IT Employment

Got allies? If not, get some


I'm often asked for ideas which my clients can use to move up the ladder more quickly. This is one I see used more often by men than women -- but neither gender uses it enough.

If you don't have one or more colleagues with whom you can be totally honest, and who will be brutally honest with you, then you're missing one of the best ways to ensure you're firing on all cylinders.

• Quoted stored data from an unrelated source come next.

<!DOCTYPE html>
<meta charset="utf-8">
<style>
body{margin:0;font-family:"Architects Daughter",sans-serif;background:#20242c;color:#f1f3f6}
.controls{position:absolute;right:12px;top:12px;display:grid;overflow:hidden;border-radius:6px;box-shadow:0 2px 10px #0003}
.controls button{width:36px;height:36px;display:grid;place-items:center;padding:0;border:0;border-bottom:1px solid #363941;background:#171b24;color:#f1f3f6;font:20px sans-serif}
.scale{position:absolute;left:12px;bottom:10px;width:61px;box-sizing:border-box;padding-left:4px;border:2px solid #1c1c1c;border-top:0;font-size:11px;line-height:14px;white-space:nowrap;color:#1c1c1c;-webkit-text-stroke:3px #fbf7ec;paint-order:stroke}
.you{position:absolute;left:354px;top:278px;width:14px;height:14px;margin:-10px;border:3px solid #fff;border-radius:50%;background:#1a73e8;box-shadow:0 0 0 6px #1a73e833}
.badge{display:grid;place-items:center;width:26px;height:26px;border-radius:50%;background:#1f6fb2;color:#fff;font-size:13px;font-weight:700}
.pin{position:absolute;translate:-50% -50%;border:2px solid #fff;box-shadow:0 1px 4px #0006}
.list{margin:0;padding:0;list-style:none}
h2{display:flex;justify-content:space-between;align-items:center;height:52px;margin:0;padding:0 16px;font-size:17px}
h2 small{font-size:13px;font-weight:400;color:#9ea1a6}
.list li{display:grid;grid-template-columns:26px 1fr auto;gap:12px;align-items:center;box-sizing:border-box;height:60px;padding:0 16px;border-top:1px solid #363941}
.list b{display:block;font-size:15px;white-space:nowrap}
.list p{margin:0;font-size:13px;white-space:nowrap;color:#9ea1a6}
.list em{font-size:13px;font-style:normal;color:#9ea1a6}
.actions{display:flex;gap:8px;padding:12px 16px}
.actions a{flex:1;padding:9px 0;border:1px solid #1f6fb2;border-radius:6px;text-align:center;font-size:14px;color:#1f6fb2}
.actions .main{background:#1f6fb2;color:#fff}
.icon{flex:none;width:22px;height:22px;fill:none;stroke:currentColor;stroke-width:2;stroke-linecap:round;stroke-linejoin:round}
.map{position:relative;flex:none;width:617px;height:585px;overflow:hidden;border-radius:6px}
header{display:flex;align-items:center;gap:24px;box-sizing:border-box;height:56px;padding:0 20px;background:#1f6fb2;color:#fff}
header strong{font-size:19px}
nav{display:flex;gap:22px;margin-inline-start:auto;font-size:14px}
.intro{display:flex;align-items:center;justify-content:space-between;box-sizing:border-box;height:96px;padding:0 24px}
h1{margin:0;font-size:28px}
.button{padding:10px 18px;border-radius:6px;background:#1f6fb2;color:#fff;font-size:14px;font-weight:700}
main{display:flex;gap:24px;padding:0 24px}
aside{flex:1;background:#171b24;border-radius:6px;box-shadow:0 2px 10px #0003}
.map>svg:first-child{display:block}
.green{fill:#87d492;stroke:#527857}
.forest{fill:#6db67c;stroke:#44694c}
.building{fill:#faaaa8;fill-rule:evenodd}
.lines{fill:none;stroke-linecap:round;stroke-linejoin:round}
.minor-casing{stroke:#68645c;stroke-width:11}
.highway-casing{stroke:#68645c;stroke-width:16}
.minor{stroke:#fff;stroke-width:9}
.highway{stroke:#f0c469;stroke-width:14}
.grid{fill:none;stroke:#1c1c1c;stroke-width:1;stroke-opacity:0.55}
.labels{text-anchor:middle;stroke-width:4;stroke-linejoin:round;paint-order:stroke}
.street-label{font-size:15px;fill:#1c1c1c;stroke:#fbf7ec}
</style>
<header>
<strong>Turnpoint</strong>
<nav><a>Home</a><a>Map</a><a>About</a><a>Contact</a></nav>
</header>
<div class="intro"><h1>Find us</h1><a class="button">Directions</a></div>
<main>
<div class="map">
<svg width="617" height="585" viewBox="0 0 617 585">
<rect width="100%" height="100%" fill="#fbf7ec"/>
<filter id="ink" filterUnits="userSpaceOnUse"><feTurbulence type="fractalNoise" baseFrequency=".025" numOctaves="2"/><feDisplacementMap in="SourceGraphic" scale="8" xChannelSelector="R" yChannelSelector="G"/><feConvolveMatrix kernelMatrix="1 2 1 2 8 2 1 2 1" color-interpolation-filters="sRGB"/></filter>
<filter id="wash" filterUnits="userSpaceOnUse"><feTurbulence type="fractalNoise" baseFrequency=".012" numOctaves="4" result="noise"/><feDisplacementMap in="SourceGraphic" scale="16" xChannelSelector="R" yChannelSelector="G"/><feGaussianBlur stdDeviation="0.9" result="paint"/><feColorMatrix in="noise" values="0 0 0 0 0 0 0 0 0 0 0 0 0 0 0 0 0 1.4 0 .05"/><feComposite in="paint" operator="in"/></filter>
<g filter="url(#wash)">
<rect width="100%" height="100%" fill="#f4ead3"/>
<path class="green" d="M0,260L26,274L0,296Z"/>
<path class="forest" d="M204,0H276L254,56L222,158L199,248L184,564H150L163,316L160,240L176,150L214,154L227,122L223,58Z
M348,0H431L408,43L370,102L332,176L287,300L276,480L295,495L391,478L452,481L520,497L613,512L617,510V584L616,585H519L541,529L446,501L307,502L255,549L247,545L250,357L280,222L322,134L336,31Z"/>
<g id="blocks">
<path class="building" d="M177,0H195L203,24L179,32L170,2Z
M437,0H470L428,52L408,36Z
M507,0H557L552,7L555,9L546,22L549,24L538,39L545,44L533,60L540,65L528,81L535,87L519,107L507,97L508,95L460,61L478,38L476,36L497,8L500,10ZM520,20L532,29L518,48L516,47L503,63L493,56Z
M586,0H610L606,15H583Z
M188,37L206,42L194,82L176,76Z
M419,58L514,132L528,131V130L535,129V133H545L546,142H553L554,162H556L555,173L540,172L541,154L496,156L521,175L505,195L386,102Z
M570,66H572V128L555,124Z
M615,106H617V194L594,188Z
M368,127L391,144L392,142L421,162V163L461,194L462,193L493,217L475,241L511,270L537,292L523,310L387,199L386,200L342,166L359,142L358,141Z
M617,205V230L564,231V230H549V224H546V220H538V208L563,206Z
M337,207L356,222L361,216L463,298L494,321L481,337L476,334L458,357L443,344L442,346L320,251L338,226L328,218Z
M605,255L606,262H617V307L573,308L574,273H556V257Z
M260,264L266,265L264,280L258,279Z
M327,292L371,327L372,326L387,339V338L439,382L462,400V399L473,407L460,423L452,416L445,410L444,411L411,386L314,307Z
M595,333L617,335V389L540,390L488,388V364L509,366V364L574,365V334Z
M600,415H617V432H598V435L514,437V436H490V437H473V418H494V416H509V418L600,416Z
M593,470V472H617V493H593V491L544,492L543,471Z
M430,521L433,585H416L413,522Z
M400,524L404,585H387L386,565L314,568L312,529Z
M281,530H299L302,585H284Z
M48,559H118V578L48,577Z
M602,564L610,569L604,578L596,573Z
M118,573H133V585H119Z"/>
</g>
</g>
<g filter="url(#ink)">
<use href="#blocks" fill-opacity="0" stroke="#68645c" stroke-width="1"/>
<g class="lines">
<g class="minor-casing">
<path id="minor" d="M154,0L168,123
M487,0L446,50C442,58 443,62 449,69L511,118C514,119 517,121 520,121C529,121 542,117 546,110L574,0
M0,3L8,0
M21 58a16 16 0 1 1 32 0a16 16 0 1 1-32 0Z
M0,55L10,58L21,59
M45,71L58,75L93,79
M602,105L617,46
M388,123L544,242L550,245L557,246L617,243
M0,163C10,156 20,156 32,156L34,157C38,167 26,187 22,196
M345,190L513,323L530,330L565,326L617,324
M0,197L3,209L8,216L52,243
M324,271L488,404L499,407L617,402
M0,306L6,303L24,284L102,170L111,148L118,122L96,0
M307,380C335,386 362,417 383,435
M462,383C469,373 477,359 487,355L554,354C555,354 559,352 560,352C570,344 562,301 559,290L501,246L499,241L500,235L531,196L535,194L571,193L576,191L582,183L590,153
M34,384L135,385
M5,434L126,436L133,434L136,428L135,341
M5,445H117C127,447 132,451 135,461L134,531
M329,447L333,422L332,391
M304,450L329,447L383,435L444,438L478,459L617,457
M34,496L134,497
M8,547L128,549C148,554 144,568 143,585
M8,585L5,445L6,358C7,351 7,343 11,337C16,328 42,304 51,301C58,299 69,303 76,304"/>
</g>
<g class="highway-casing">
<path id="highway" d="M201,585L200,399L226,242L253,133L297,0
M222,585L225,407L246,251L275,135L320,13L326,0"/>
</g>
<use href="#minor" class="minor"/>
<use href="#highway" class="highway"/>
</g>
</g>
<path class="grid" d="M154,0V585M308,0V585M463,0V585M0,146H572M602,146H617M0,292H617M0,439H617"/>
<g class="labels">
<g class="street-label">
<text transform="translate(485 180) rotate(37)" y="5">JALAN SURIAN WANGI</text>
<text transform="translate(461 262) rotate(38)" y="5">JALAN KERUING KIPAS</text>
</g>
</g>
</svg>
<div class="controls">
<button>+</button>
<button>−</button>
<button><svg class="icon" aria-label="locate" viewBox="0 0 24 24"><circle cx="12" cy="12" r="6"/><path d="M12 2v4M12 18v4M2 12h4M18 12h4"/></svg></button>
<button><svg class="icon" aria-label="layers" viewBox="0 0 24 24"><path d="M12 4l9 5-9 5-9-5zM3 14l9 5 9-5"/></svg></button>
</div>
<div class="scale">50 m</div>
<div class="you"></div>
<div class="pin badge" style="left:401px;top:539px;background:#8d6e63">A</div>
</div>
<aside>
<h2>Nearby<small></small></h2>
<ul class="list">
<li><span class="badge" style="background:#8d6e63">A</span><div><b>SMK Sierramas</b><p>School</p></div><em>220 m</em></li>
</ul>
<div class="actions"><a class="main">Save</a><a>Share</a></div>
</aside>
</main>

Think about it. Having another person in the organization who is trustworthy allows you to:

1. Compare notes - Are you hearing things the same way as others are? Many managers get derailed because they misinterpret what they hear. 2. Read the tea leaves together - Leaders make and write many pronouncements. But often, what they say isn't always the best way to behave if you want to succeed. 3. Blow off steam - I can't overstate the importance of this. If you hold everything in, and don't vent occasionally it's not as much a statement about your fantastic inner strength as it's a precursor of high blood pressure, or worse. 4. Get assistance with your programs - Even if your ally isn't in the same department or division, he or she may be able to help you get your programs or plans into action. 5. Celebrate each other's wins - Of course you have friends and family to pat you on the back when a big bonus comes in, or a promotion occurs. But those in the same company know a lot more about what it may have taken to get it. A true confidante will be as glad for you as you of her. 6. Have a lobbyist - People who argue on behalf of another are seen to have less of a vested interest. 7. Go out for a drink after a really tough meeting/day/week - I don't encourage the use of booze or any other vices to get through difficult times. But once in a while, going out and decompressing with people who just shared a battle is really worthwhile. 8. Get a pat you on the back - Guess what? Some bosses aren't very good at recognition of their subordinates. Having an "attaboy" from your ally is a real boost and encourages more of the same behavior. 9. Talk about your personal life with someone in a similar situation - Of course, you should talk with your partner, best pal, husband, wife, mom, or dad. But a business buddy knows what you're going through all day long and may have more empathy. This is a particularly big issue for guys. Women are better than guys when it comes to sharing this type of information. 10. Congratulate someone whom you care about who is getting ahead - You know how hard it is - make sure you give them a big nod. Most people neglect to congratulate others for their successes. They'll appreciate it and remember you when your time comes.

If you're reading this and thinking that you don't need anyone else to "win" at life, I wish you a hearty offer of Good Luck. Later, when you finally realize that you could use the perspective of someone else, (and you will) feel free to call me.

john

Leadership Coach

About

John M. McKee is the founder and CEO of BusinessSuccessCoach.net, an international consulting and coaching practice with subscribers in 43 countries. One of the founding senior executives of DIRECTV, his hands-on experience includes leading billion d...

4 comments
casey
casey

Consider this is a corollary to the adage - "It's not what you know, it's who you know".

gkitts
gkitts

I used to think getting involved with the office gossip and rumor mill was a true career killer. It just didn't seem dignified to sit around and bitch about every wrong move made by anyone who'd ever worked in a particular organization. Trying to figure out management's motives seemed impossible. Boy was I wrong! You have to connect to the grid of information that surrounds you including co-worker, other departments, customers, etc. Without the info they provide your chances of getting blind sided by some ill conceived management plan are pretty good. BTW, when are all the MBA's who run things going to figure out that doing more with less doesn't work. Normally, mathematically, you get less with less. By definition more is not less and vice versa. MBA must stand for Make Bad Assumptions. Peace.

Joe_R
Joe_R

The answer to your question can't be limited to only two choices, can it? A third possibility: No, unfortunately I don't, but it would sure be nice. A fourth: ? Nice article, by the way.

nelson.jeppesen
nelson.jeppesen

What is the difference from an ally and a friend? It seems that all the bullets you list are common with an IT friend at work. Am I missing something here?